= The data =
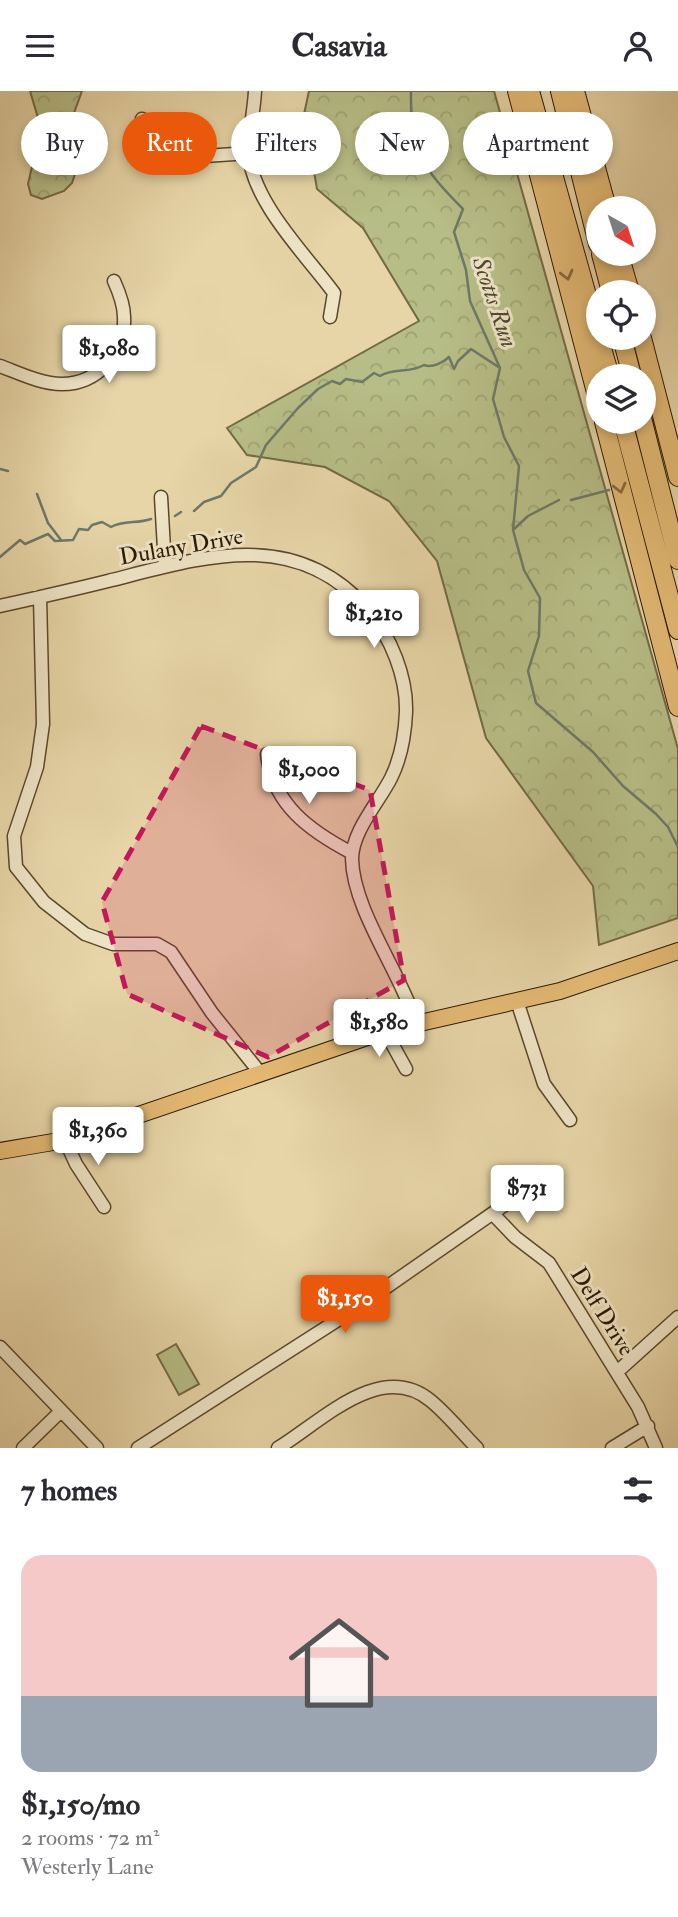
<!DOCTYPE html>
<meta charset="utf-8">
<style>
:root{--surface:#fff;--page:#f7f7f7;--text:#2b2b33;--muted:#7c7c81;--accent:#ea580c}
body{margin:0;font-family:"IM FELL Double Pica",serif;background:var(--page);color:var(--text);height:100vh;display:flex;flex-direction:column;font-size:26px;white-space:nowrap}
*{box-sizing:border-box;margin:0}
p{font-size:23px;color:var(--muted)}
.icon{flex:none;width:38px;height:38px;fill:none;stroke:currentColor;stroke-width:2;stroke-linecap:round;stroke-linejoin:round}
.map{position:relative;height:1357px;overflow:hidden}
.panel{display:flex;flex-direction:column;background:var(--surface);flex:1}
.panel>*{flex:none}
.guide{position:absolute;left:21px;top:21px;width:637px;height:63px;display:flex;gap:14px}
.needle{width:46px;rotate:141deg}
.fabs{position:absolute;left:586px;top:105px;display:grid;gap:14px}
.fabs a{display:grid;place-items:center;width:70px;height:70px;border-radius:50%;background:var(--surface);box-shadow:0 4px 10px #0003;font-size:35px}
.price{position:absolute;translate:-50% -60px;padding:0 16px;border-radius:7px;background:#fff;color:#222;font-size:23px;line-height:46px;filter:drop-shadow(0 2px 4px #0008)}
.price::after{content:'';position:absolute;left:50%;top:42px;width:21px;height:16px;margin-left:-10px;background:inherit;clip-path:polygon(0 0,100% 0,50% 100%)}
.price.selected{background:var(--accent);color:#fff}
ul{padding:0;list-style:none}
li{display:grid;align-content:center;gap:14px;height:371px;padding:0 21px}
li span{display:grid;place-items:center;height:217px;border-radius:21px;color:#555}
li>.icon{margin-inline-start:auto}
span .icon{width:126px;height:126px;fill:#fffc;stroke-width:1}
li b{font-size:30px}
h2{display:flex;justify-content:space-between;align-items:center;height:84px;padding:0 21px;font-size:30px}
.tag{padding:0 24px;border-radius:32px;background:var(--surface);box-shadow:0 4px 10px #0003;font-size:24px;line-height:63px}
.tag.selected{background:var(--accent);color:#fff}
header{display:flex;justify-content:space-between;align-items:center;height:91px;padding:0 21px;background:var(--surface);font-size:32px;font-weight:800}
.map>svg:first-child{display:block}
.grass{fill:#b7bd86;stroke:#726a44;stroke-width:2}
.forest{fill:url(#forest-crowns);stroke:#726a44;stroke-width:2}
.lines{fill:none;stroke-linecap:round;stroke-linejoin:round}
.stream{stroke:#6d7869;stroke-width:2.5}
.minor-casing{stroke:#5b472b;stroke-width:15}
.major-casing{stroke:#2c1802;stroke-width:18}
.highway-casing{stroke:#2c1802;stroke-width:20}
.minor{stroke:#efe4c6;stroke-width:12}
.major{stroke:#e4ba74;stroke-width:16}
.highway{stroke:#e4ba74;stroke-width:18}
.oneway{stroke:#88693b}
.marked{fill:#c2185b;fill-opacity:0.2;stroke:#c2185b;stroke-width:5;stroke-dasharray:14 9;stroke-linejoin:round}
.labels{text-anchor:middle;stroke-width:6;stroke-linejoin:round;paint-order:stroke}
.street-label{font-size:23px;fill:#2c1802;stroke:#efe4c6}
.water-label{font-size:24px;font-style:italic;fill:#4c4836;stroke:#efe4c6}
</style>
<header><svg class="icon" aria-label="menu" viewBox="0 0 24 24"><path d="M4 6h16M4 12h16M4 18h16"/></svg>Casavia<svg class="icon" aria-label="person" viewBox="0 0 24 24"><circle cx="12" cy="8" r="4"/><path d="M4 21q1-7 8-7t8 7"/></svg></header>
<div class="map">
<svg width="678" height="1357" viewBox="0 0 678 1357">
<defs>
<pattern id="forest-crowns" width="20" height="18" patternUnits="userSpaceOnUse" patternTransform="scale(1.75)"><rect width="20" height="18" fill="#b7bd86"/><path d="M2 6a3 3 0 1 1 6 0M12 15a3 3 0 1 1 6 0" fill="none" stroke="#9ea272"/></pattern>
</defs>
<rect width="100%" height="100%" fill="#e7d5a7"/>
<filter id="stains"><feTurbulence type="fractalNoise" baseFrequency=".00286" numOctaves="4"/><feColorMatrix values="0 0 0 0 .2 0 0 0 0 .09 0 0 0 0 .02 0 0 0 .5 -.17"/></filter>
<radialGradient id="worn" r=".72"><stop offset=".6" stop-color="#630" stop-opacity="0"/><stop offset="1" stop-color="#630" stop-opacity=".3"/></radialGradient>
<path class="grass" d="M176 1253 199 1293 179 1304 157 1264Z"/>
<path class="forest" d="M30 0H82L74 22 76 80 72 92 64 100 42 108 31 104 28 93 41 37Z
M309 0H494L678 658V827L599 854 593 795 486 647 437 470 389 410 325 376 247 364 227 337 419 230 363 137 317 98 304 23Z"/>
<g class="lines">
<path class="stream" d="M411 0C410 59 422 77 463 118L454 141 466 179 470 210 500 277 493 308 504 346 519 375 513 439 524 479 540 507 539 545 528 580 536 612 593 661 623 695 656 723 668 736 678 756
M0 378 8 380
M37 403 48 432 61 449
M571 409 609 399
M194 420 204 411 221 405 231 392 256 376 266 354 298 317 318 298 332 290 340 293 346 288 362 291 374 282 380 285C395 276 408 283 424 274 432 277 443 272 449 266L454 278 458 270 471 258 500 277
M175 425 181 421
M513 439 528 425 559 409
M0 466 20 449 25 453 48 443 55 450 73 449 79 438 88 439 92 434 102 431 111 436C124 429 137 433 151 428"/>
<defs>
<path id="minor" d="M255 0C254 20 249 40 249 59 249 108 307 165 334 202L330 226
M142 28 172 49 205 65 249 62
M0 275C19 282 41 293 62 293 98 293 126 261 124 226 124 213 119 201 114 190
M161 406 165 475
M40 506 43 633 37 676 14 745 16 776 44 811 85 843 113 853H157L171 861 212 922 261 983
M0 515C36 507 72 499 108 490 200 467 295 434 368 519 391 546 407 586 406 621 405 644 401 667 391 687 379 711 352 740 352 768 353 819 401 882 417 934
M267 663C273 714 310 740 352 762
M517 910 544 993 570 1029
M385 940 406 978
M65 1049 76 1073 104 1116
M493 1123 515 1146 549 1172 638 1316 656 1357
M0 1256 97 1357
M617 1281 678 1226
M23 1357 61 1320
M138 1357 355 1218 529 1097
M278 1357C321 1331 381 1268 431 1310 448 1324 462 1342 477 1357
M612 1357 648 1335"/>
<path id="major" d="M0 1060 65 1049 385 940 560 900 678 860"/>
<path id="highway" d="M517 0 598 309
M530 0 598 244
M560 0 598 153
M575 0 607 117
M601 163 611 201
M619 163 630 201
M599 247 610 285
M622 247 632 285
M642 247 678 386
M604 331 678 616
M623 331 678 539
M643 331 678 469"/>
</defs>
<use href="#minor" class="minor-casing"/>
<use href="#major" class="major-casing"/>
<use href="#highway" class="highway-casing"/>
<use href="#minor" class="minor"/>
<use href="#major" class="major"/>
<use href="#highway" class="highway"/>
</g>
<defs><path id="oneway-chevron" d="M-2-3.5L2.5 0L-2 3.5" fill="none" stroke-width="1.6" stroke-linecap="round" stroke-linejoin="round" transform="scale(1.75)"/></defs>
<g class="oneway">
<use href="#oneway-chevron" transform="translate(567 184) rotate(76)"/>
<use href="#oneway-chevron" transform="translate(620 397) rotate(76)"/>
</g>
<path class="marked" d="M201 635 370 699 404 889 268 966 127 903 102 811Z"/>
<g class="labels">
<g class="street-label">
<text transform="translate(181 455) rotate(-10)" y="8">Dulany Drive</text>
<text transform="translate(603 1220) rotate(58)" y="8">Delf Drive</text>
</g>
<g class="water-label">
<text transform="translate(495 211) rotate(71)" y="8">Scotts Run</text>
</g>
</g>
<rect width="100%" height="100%" filter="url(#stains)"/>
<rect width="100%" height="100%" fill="url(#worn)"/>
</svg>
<div class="fabs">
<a><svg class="needle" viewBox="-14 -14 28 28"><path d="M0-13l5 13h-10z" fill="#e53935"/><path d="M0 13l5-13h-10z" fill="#7c7c81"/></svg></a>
<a><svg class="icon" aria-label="locate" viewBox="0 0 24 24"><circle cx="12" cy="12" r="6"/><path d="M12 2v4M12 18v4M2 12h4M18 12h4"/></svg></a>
<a><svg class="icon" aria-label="layers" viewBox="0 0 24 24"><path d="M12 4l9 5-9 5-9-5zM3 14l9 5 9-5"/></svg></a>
</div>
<b class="price" style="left:109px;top:294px">$1,080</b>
<b class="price" style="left:374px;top:559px">$1,210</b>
<b class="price" style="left:309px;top:715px">$1,000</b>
<b class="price" style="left:379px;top:968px">$1,580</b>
<b class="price" style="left:98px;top:1076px">$1,360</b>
<b class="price" style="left:527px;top:1134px">$731</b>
<b class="price selected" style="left:345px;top:1244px">$1,150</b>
<div class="guide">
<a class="tag">Buy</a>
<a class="tag selected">Rent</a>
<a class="tag">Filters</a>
<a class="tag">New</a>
<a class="tag">Apartment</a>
</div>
</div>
<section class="panel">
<h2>7 homes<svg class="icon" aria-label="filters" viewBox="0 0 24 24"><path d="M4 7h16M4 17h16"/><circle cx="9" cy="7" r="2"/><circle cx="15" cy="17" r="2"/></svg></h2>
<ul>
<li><span style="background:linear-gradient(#f6c9c9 65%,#9aa5b1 0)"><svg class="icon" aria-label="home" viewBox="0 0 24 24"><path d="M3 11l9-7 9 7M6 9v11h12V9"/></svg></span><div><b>$1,150/mo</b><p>2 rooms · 72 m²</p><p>Westerly Lane</p></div></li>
</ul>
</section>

= Exercise description =
Each line from the material above that mentions the word "column" needs to be copied.

= Response to the task =
body{margin:0;font-family:"IM FELL Double Pica",serif;background:var(--page);color:var(--text);height:100vh;display:flex;flex-direction:column;font-size:26px;white-space:nowrap}
.panel{display:flex;flex-direction:column;background:var(--surface);flex:1}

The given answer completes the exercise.